Em anexo, informava estarem em curso investigações aturadas sobre a composição da estranha erva rasteira, semelhante a beldroegas, e que começara há cerca de dois meses a aparecer em certas zonas de diferentes desertos, dos existentes em todos os continentes. Os primeiros testes, uns conduzidos por cientistas, outros resultantes da observação posterior às consequências de comportamentos incontrolados de animais e populações locais que ingeriam aquela estranha erva, apontavam para a quase certa possibilidade de, sem qualquer risco, poder ser comestível sem qualquer efeito de toxicidade ou outro, adverso. Parecia, e cada nova descoberta confirmava o que parecia, que um ser sobrenatural corrigia a natureza. Dando-lhe um odor, um dispor e novos equilíbrios no mundo. Em poucos meses a água deixou de ser um bem escasso, o ar passou a revitalizar os organismos e a alimentar sem reservas todos os seres vivos, passou a haver sustento onde a mingua há muito se instalara.
Tudo isto, ele ia pensando, passando ao lado da notícia do dia: “As reservas de petróleo na Arábia Saudita foram consideradas ineptas para todo e qualquer uso. O rei saudita, contudo, resiste em autorizar a paragem dos trabalhos de extração, esperando que um milagre altere esta nova realidade. Entretanto os países da OPEP reuniram de emergência, para analisar a situação. ”

Sete meses depois – Ela ainda não tinha chegado. Solicitada a todo o momento e porque a gravidez evoluía sem quase se dar conta que portava no ventre um novo ser, ela aceitava todas as pequenas e grandes tarefas, desde as de laboratório às de discussão ou divulgação dos processos de investigação dos projetos que liderava. Ele, para encurtar a espera, ligou a televisão num canal de cabo, para as últimas notícias. Parte das que iam dando não lhes ligava e o pensamento ia-se dispersando por outras coisas. Não lhe saía do sentido a consulta de semanas atrás nem a imagem a três dimensões da última ecografia do filho, dos comentários e recomendações da equipa clinica e dos relatórios que lhe tinham apresentado…
Para desviar a atenção desses pensamentos esforçou-se por recordar os impactos dos últimos acontecimentos e a desordem que ia pelo mundo: o colapso do sistema financeiro, a suspensão de toda a atividade bolsista em todas as praças e as primeiras reações dos governos dos países ricos, céleres a imputar a responsabilidade de alterações tão profundas a nível planetário associando-as a atos terroristas e ao pretenso uso de armas químicas.

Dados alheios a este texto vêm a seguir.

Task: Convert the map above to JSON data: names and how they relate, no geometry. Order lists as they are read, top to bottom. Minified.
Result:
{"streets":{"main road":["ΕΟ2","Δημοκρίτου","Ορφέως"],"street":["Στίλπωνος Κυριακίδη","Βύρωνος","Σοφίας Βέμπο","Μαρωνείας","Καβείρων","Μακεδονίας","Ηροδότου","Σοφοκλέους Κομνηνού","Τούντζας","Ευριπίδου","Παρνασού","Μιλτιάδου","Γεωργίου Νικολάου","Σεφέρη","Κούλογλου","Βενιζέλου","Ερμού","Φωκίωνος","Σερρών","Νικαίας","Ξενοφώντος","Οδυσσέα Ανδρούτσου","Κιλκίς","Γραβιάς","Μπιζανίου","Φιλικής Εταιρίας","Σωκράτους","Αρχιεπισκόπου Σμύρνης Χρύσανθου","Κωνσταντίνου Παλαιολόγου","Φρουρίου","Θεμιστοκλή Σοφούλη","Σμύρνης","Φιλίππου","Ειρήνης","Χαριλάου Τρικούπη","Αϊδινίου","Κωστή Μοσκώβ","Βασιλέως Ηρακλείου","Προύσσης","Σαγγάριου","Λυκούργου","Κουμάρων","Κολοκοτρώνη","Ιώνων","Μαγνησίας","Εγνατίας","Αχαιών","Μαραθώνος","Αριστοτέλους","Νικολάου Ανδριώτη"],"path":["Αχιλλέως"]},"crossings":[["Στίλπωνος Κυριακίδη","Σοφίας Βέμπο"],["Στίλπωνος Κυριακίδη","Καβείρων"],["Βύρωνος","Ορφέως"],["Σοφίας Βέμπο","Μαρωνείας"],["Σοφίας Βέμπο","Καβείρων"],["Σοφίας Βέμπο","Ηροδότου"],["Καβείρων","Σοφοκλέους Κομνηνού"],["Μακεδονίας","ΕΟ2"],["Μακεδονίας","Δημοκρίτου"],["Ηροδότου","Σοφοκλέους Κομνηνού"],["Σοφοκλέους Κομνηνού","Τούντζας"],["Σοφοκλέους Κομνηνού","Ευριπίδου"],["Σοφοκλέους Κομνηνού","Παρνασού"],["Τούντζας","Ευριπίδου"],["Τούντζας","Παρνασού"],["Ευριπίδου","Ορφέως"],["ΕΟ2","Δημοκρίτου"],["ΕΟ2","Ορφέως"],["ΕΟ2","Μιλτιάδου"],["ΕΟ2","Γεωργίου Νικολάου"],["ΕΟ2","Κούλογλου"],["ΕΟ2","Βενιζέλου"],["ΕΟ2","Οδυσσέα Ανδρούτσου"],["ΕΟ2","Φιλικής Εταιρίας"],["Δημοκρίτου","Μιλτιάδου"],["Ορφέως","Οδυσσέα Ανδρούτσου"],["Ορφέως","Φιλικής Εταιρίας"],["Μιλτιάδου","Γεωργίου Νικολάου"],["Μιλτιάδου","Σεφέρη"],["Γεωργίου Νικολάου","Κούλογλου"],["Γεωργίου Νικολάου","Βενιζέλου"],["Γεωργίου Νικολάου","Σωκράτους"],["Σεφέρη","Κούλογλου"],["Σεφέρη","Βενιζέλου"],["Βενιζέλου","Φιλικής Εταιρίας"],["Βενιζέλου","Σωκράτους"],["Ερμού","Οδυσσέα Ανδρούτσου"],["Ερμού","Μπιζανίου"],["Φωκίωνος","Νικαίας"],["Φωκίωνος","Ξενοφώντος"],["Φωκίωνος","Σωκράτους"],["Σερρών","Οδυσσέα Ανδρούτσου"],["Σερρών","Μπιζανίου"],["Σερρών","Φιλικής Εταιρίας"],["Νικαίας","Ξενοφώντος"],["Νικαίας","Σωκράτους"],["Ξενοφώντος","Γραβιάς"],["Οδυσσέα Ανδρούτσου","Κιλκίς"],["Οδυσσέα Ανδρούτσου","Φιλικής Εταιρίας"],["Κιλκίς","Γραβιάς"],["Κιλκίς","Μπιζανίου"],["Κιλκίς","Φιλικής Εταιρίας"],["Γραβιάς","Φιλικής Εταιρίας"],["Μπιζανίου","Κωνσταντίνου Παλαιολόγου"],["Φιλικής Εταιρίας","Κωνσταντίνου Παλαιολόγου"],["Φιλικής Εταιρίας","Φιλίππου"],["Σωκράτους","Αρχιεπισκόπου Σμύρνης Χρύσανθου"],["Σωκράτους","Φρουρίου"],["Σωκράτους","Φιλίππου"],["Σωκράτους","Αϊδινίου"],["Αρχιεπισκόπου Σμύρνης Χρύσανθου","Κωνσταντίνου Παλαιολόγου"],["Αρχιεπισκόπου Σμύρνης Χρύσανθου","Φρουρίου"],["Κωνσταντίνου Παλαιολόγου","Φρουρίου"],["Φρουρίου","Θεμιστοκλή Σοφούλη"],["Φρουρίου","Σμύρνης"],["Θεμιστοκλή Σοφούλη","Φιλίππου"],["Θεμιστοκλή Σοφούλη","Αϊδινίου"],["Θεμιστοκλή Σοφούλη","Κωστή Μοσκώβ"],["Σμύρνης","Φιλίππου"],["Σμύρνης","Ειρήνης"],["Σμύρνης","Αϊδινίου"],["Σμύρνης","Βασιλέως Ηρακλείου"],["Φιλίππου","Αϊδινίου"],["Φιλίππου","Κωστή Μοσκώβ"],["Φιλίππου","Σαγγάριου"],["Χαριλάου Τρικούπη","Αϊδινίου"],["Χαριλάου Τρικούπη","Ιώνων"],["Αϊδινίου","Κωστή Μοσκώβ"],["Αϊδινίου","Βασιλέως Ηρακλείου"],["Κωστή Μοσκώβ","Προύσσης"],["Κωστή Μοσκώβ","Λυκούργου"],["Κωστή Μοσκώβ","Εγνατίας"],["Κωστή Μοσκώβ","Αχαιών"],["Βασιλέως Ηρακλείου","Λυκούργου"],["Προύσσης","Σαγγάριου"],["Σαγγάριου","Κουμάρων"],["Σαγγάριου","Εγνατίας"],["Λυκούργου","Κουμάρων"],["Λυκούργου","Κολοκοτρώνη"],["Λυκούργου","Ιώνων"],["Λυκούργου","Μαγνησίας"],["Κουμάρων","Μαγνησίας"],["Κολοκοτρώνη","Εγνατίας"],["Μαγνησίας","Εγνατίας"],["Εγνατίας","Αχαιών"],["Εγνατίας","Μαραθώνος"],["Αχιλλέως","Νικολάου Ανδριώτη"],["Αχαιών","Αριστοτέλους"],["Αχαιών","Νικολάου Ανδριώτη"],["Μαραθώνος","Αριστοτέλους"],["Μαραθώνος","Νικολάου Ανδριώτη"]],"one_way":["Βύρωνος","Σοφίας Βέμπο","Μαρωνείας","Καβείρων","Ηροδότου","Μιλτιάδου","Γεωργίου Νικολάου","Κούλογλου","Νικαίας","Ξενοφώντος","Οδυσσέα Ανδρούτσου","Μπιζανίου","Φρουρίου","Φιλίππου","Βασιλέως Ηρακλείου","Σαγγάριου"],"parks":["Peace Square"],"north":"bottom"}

Lembrou como tais explicações se voltaram contra os países que as deram, pois o mundo assim se encaminhava para ser perfeito.
Suspendeu os pensamentos para fixar a atenção numa reportagem: grandes nomes de reputados políticos, grandes empresários, banqueiros e titulares de grandes fortunas, mais de cem personalidades conhecidas por pertencerem ao Clube Bilderberg, permaneciam reunidos pelo quinto dia consecutivo. Os donos do mundo não sabiam que fazer dele.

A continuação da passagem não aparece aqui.